What to do: Both the line containing "Instruction: Extract the" and the last line of the listing are included: write out exactly the lines from one to the other.
>>>>>
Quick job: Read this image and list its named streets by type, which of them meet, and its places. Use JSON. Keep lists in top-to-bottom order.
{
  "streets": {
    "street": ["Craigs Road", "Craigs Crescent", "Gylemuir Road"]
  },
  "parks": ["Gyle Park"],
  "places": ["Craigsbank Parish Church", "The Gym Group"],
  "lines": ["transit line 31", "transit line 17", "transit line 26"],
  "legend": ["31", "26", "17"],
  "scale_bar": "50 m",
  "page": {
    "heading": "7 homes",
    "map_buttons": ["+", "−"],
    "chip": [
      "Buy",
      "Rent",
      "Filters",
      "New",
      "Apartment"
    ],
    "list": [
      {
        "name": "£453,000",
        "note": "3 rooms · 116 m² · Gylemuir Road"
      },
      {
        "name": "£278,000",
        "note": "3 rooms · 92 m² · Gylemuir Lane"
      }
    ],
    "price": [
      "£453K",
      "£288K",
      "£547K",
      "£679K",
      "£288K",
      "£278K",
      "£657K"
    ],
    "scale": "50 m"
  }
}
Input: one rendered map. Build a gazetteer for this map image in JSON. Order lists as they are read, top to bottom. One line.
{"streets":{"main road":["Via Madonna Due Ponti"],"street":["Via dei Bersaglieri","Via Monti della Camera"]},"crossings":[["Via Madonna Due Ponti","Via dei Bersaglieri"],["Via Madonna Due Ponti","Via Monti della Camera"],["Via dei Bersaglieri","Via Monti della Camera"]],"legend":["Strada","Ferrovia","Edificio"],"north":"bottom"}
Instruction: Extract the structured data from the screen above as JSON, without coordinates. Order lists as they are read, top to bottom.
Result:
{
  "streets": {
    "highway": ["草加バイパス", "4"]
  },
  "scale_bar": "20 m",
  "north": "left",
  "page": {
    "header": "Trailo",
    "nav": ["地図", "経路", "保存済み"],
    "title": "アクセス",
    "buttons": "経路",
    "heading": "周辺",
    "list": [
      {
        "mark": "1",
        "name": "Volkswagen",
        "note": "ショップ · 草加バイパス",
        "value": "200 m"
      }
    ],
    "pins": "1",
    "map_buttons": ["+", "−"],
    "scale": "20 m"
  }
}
<<<<<
Result:
Instruction: Extract the structured data from the screen above as JSON, without coordinates. Order lists as they are read, top to bottom.
Result:
{
  "streets": {
    "highway": ["草加バイパス", "4"]
  },
  "scale_bar": "20 m",
  "north": "left",
  "page": {
    "header": "Trailo",
    "nav": ["地図", "経路", "保存済み"],
    "title": "アクセス",
    "buttons": "経路",
    "heading": "周辺",
    "list": [
      {
        "mark": "1",
        "name": "Volkswagen",
        "note": "ショップ · 草加バイパス",
        "value": "200 m"
      }
    ],
    "pins": "1",
    "map_buttons": ["+", "−"],
    "scale": "20 m"
  }
}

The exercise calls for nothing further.